REQUIRED ACTION →
What lines of the data below hold "della"? Show them.

------ INPUT DATA ------

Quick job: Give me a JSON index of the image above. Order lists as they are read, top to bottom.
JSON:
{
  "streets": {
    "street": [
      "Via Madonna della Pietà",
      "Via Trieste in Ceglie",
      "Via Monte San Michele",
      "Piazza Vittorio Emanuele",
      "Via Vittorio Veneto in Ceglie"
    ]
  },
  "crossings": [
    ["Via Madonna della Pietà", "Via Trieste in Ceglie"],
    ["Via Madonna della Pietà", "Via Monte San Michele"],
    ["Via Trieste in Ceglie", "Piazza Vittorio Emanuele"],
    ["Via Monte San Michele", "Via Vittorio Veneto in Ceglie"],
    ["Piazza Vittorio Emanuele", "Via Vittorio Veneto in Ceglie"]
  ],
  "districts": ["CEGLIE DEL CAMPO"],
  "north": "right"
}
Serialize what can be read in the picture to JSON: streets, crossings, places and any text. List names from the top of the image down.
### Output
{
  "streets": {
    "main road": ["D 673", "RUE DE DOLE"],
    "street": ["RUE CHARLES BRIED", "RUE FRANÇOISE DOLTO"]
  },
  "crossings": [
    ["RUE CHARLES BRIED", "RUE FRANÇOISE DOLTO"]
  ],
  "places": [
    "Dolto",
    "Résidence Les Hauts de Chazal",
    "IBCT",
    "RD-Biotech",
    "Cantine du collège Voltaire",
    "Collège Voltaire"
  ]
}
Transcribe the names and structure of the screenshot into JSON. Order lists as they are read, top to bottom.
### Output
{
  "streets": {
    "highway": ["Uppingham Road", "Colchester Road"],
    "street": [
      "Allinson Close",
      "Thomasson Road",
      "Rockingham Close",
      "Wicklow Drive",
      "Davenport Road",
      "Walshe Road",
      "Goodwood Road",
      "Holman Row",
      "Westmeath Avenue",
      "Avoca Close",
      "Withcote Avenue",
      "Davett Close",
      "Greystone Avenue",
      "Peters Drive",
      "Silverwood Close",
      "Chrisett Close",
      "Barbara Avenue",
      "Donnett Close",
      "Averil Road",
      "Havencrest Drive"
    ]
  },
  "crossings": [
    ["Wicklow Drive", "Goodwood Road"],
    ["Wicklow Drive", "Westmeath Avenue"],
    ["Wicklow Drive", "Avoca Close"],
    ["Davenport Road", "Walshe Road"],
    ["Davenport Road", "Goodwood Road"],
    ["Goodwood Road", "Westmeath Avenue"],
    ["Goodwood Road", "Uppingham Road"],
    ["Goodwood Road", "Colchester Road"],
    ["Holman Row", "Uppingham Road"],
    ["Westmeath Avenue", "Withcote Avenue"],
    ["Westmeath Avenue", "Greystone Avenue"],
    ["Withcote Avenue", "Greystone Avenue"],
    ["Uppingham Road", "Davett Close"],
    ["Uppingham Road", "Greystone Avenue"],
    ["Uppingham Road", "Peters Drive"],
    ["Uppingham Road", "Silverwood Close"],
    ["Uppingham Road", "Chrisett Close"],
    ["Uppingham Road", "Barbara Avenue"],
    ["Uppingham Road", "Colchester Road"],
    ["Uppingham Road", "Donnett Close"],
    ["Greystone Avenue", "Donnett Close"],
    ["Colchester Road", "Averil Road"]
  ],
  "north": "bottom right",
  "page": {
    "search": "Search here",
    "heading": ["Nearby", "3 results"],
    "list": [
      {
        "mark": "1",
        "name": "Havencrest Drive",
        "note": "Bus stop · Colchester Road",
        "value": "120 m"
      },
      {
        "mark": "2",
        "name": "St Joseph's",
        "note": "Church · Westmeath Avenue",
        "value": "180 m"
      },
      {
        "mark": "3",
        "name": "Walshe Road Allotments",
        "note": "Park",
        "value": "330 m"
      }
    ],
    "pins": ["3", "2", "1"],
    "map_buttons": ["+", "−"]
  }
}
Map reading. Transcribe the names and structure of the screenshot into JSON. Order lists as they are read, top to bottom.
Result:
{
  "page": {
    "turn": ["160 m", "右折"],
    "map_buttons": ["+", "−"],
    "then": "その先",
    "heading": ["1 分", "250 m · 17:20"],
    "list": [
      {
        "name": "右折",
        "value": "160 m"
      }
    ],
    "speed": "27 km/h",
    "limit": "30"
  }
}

------

ANSWER TO THIS PROBLEM →
      "Via Madonna della Pietà",
    ["Via Madonna della Pietà", "Via Trieste in Ceglie"],
    ["Via Madonna della Pietà", "Via Monte San Michele"],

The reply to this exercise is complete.